A scuola la maestra lo interrogava sempre, ma non poteva cavarne nulla che non fosse sbagliato.
Sbagliava le parole perchè le confondeva, così che gesso e lavagna diventavan grigiume e arrosto, e tutti giù a ridere per quel difetto che teneva sulla lingua quell'asino bambino.
I suoi genitori poveretti, avrebbero voluto sprofondare quella volta che alla messa, invece dell'ostia, dal ministro di Dio disse di aver ricevuto dei sassi scaccolati.
Il medico sostenne che a mancargli fosse l'intelletto e il bambino fu dichiarato scemo, ma quella parola senza errore e corretta veniva inoculata a lui da tutti gli altri infanti.

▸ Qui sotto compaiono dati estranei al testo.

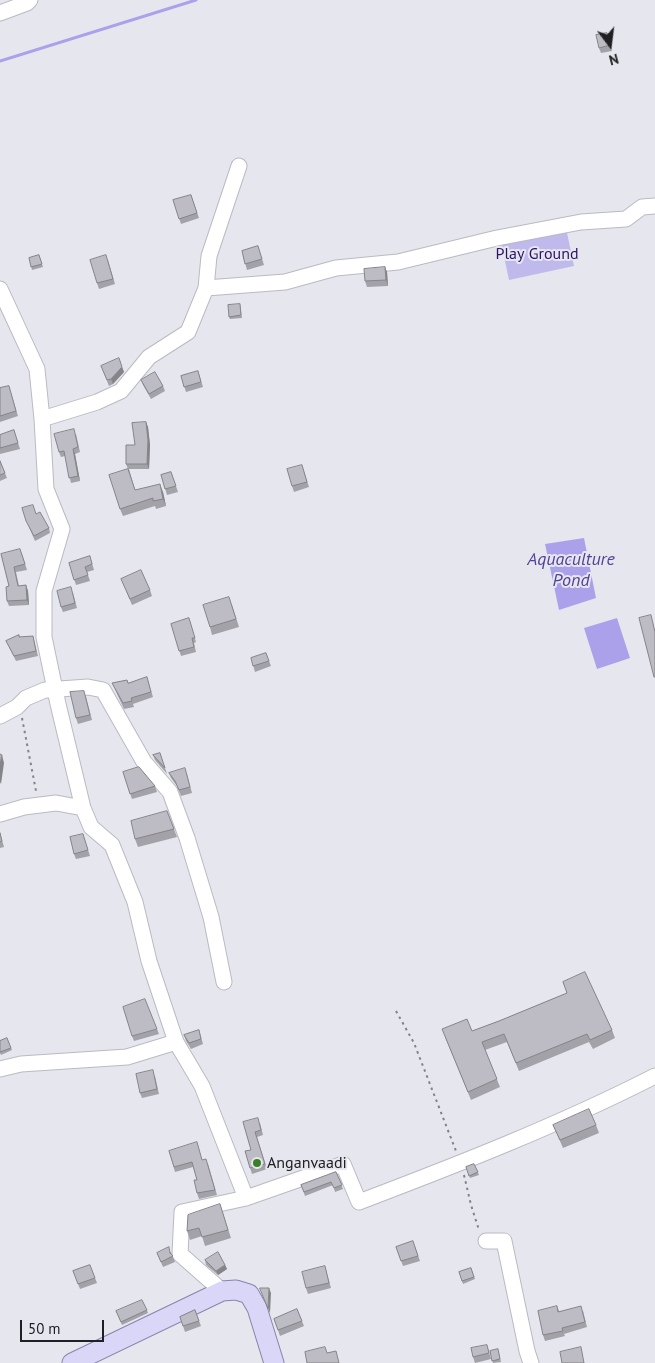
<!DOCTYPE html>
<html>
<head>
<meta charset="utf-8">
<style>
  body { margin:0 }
  #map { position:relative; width:655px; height:1363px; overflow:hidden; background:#e6e6ee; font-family:"PT Sans",sans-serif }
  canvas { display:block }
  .north { position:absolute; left:585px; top:20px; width:50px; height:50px; -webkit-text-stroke:4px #e6e6ee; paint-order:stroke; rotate:165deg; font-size:14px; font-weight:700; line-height:20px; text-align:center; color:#202023 }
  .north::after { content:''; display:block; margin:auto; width:18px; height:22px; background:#202023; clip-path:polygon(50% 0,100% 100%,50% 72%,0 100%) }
  .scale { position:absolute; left:20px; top:1320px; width:84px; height:22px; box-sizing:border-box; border:2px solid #202023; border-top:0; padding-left:6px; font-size:15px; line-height:18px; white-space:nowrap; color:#202023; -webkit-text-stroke:4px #e6e6ee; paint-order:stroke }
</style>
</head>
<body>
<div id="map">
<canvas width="655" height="1363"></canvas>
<div class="north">N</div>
<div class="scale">50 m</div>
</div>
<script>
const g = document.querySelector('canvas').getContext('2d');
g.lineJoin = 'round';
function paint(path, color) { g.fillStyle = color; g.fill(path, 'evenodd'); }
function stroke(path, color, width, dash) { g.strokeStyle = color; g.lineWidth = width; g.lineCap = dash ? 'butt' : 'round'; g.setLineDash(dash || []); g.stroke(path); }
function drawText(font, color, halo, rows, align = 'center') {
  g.font = font + ' "PT Sans",sans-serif'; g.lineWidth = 4; g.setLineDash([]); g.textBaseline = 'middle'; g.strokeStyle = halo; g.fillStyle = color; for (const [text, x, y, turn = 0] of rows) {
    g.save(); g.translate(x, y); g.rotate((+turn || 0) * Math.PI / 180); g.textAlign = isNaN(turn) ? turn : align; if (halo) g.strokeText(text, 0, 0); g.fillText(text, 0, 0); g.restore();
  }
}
const green = new Path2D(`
  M566,228L574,266L509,280L501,242Z`);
const water = new Path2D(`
  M584,538L596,598L559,610L545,544Z
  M617,618L630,658L597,669L584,628Z`);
const stream = new Path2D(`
  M0,61L196,0`);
const path = new Path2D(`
  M22,718L36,791
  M396,1011L414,1043L456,1151
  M464,1175L471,1205L479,1230`);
const minor = new Path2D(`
  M0,13L27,3L30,0
  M206,288L209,256L239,166
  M0,289L37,369L42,419
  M0,716L17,707L26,698L45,690L88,687L103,690L144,762L170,792L187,838L211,917L224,982
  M0,814L24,807L56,803L83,808
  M0,1069L21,1064L127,1057L176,1042
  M246,1198L202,1086L176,1042L149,961L135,902L112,845L91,827L83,808L58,704L44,637V591L62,529L46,489L42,419L97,402L121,391L149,357L188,332L206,288L285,282L336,268L398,262L497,238L581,222L626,219L642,207L655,206
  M486,1241H504L527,1351L531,1363
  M222,1291L180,1254L182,1212L246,1198L343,1164L359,1202C459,1164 559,1125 655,1076`);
const major = new Path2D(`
  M72,1363L222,1291L236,1290L249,1294L257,1308L274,1363`);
const wall = new Path2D(`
  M607,33L612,51L601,53L599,48Z
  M191,195L199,218L181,224L173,200Z
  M258,246L264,265L247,270L242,251Z
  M39,255L43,267L32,270L29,258Z
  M108,260L115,284L99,289L97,283Z
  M385,267L387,272L388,286L367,287L365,281Z
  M240,304L242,318L230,319L229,317Z
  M122,367L124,372L113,384L109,386L103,371Z
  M198,371L203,387L186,392L181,376Z
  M141,380L163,386L165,391L151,399L143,385Z
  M9,386L18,416L0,422V388Z
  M146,422L148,427L150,445L149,469H129L135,490L163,492L166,506L156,509L155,506L123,516L120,509L128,469L126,464Z
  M14,430L20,449L0,454V435Z
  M76,434L80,452L75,454L80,481L71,483L65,456L61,457L59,452Z
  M0,461L7,478L0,481Z
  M302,465L309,487L294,492L292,486Z
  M171,472L178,492L167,495L161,475Z
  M22,508L36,514L49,528L50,533L35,541L28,525Z
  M1,554H22L27,570L16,572L19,586L26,585L28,591L29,605L9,606L7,601L9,586Z
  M90,556L94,570L87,572L90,581L76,585L69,563Z
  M121,579L150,590L152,596L132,605Z
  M73,593L77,608L63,612L61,607Z
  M232,605L239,627L212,635L210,627Z
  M189,618L196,642L194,643L196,652L181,656L171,624Z
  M19,635L20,637L33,636L38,656L16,661L6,641Z
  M266,653L271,666L255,672L251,658Z
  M147,677L153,697L133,704L134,707L124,709L112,683L127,680L128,683Z
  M86,697L92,720L78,724L76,718Z
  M160,753L167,774L155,760L153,755Z
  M123,772L155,786L157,792L132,799Z
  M169,773L187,774L192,793L181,796L177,786L171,778Z
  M167,811L177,837L138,847L135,839Z
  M0,833L4,847L0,848Z
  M83,834L90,856L76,859L74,854Z
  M563,982L612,1030L615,1038L593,1049L589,1042L519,1071L507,1042L485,1050L500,1087L471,1100L445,1037L472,1031L499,1021L567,993Z
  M157,1029L159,1034L134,1041L132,1036Z
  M199,1030L203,1044L191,1049L186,1041L184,1035Z
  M7,1038L12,1050L1,1055L0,1053V1041Z
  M155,1076L159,1094L142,1098L140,1093Z
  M243,1122L260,1123L263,1135L257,1137L267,1169L252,1174L245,1151L251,1150Z
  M553,1125H596L599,1133L563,1148Z
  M169,1151L203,1160L208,1164L217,1195L199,1199L197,1193V1180L193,1167L175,1172Z
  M474,1164L479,1175L470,1178L466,1167Z
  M336,1172L343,1189L335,1192L333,1185L305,1196L301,1185Z
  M220,1204L231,1238L205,1246L202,1236L190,1240L187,1231Z
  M413,1241L420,1261L403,1266L396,1247Z
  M171,1252L175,1262L163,1267L157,1253Z
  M205,1260L225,1265L227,1269L218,1275L206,1265Z
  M90,1265L97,1283L80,1289L73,1271Z
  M325,1266L331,1288L308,1294L306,1288Z
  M471,1268L475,1279L463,1284L459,1272Z
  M557,1306L559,1311H583L587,1327L564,1334L565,1336L545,1341L543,1335Z
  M297,1309L304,1326L280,1336L274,1319Z
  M147,1310L148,1313L122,1325L116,1311Z
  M195,1310L201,1326L185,1332L180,1317Z
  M487,1345L491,1359L475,1363L473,1357Z
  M498,1349L501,1362L493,1363L490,1351Z`);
const shadedWall = new Path2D(`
  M385,267L387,272L388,286L386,280Z
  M122,367L124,372L113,384L111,379Z
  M146,422L148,427L150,445L149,469L147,464Z
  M73,449L75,454L80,481L78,476Z
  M160,484L163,492L166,506L163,499Z
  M26,585L28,591L29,605L27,600Z
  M2,755L4,763L1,784L0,782V765Z
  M225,1265L227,1269L218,1275L216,1271Z
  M269,1288L271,1293L270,1313L268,1308Z`);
const building = new Path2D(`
  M607,33L610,45L599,48L596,35Z
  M191,195L197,213L179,219L173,200Z
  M258,246L262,259L245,264L242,251Z
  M39,255L42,264L31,267L29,258Z
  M106,255L113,279L97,283L90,260Z
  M385,267L386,280L365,281L364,269Z
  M240,304L241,315L229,317L228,305Z
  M119,358L122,367L111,379L107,380L101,366Z
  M198,371L201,382L184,387L181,376Z
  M155,372L163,386L149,394L141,380Z
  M9,386L16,411L0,416V388Z
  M146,422L148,440L147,464H126V445H135L132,423Z
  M74,429L78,447L73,449L78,476L69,478L64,451L59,452L54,434Z
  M14,430L18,443L0,448V435Z
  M0,461L5,473L0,475Z
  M302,465L307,482L292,486L287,469Z
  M128,469L135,490L160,484L163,499L153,501V498L120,509L109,475Z
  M171,472L176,486L165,489L161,475Z
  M33,505L36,514L40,512L49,528L34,536L26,521L22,508Z
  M20,549L25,564L14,567L18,586L26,585L27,600L7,601L6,587L9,586L1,554Z
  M90,556L92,564L85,567L88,575L74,580L69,563Z
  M141,570L150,590L130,599L121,579Z
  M71,587L75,603L61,607L57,591Z
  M229,597L236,619L210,627L203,605Z
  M651,615L655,632V677H654L639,618Z
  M189,618L195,638H192L194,647L179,651L171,624Z
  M19,635V637L33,636L36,651L14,656L6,641Z
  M266,653L269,661L253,666L251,658Z
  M147,677L151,692L131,698L132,701L123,703L112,683L127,680L128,683Z
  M84,691L90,715L76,718L70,692Z
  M160,753L165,768L153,755Z
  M0,754L2,755L0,765Z
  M139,767L155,786L130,794L123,772Z
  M185,768L190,787L179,790L175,781L169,773Z
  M167,811L174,829L135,839L131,821Z
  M0,833L2,841L0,842Z
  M83,834L88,850L74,854L70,837Z
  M585,972L612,1030L590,1040L587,1034L516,1063L504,1034L482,1042L497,1079L468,1092L442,1029L467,1019L472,1031L499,1021L567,993L563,982Z
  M145,999L157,1029L132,1036L123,1007Z
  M199,1030L201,1039L189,1043L184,1035Z
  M7,1038L11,1048L0,1052V1041Z
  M153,1070L157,1089L140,1093L136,1074Z
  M589,1109L596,1125L560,1140L553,1125Z
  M258,1118L261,1130L255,1132L265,1164L250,1168L245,1151L251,1150L243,1122Z
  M197,1142L202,1160L206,1159L215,1190L197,1193L194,1180H197L192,1162L174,1167L169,1151Z
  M474,1164L478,1172L469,1176L466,1167Z
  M336,1172L342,1185L334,1188L331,1182L304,1192L301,1185Z
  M220,1204L228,1230L202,1237L199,1228L187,1231L188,1215Z
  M413,1241L418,1256L401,1261L396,1247Z
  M169,1247L170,1253L173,1256L161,1262L157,1253Z
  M218,1252L225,1265L216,1271L205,1260Z
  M90,1265L95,1278L78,1284L73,1271Z
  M325,1266L329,1283L306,1288L302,1272Z
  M471,1268L474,1277L462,1281L459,1272Z
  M260,1288H269L268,1308Z
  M142,1300L147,1310L121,1322L116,1311Z
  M557,1306L558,1312L581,1306L585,1322L562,1328L563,1331L543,1335L538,1311Z
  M297,1309L302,1321L278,1330L274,1319Z
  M195,1310L199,1321L183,1326L180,1317Z
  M487,1345L489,1353L473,1357L471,1348Z
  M325,1347L327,1353L336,1351L339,1363H307L305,1352Z
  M581,1347L584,1363H562L560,1352Z
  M498,1349L500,1359L492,1361L490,1351Z`);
const markers = [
  [257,1163,5,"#398127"]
];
const parkNames = [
  ["Play Ground",537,254]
];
const poiNames = [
  ["Anganvaadi",267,1163]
];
const waterNames = [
  ["Aquaculture",571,560],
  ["Pond",571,581]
];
paint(green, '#bfb9ec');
paint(water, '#aba1eb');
stroke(stream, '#aba1eb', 3);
stroke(minor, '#babac2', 17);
stroke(major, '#8984ab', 21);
stroke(path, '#828287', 2, [2.5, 4]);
stroke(minor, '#fff', 15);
stroke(major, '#dad6f8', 19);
paint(wall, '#a3a2a9');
paint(shadedWall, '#848489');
paint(building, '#bdbcc4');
stroke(building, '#848489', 1);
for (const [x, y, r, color] of markers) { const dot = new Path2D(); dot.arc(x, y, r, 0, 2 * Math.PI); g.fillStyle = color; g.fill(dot); stroke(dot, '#e6e6ee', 2); }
drawText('16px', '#2e1268', '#e6e6ee', parkNames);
drawText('16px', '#202023', '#e6e6ee', poiNames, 'left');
drawText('italic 18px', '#544197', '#e6e6ee', waterNames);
</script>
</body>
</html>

E lo so bene me medesimo, che a seguir i suoi discorsi, pazzo sarei uscito pur io che con le parole a vanvera ci gioco e mi diverto.
- Avrei posticipato grazie all'uso essendo avuto.
Voleva sol dir che avea mangiato tre volte al dì.
E solo soletto continuava a rimaner in fondo alla classe, che nessuno nulla volea spartir con esso: perché la lingua slogata, se diventa virale è un bel pasticcio.
Ma un giorno dalle montagne se ne scese un feroce mostro, che sgranocchiava anime per sol diletto e dopo aver masticato ben bene almeno dodici contadini, un prefetto, due signore e mezzo sindaco; giù verso la scuola si diresse.
Tutti i bambini a gridar come matti quando quell'abominio ne spezzò in quattordici pezzetti buona parte, quand'ecco che il nostro scemo gli si parò dinnanzi e cominciò il suo momento.
- Se di strisce io mi raccapezzo, nel pudor mi invento delle mele tutte; non son stato in orzo, ma nella tua mi si rincorre!
Poi proseguì puntando il dito verso il mostro.
- Di fuochi cotti si fa per dire, che legni in fila si può sapere, sempre se la lucertola non vende vino solido! Zam zam!
Che il mostro non ci capì una scarpa al cubo, ma son discorsi che ti fan pensare, così sinceri che ti toccan nel profondo e fece retromarcia senza mai più tornar indietro.
E tutto il villaggio fu in festa, anche se parecchie vite erano state masticate, ma quello scemo si prese una medaglia e fece dei corsi per insegnare a parlare male.
Che devo dire il vero, io di gonfi sandali mi ci cullo l'intelletto e il cuore.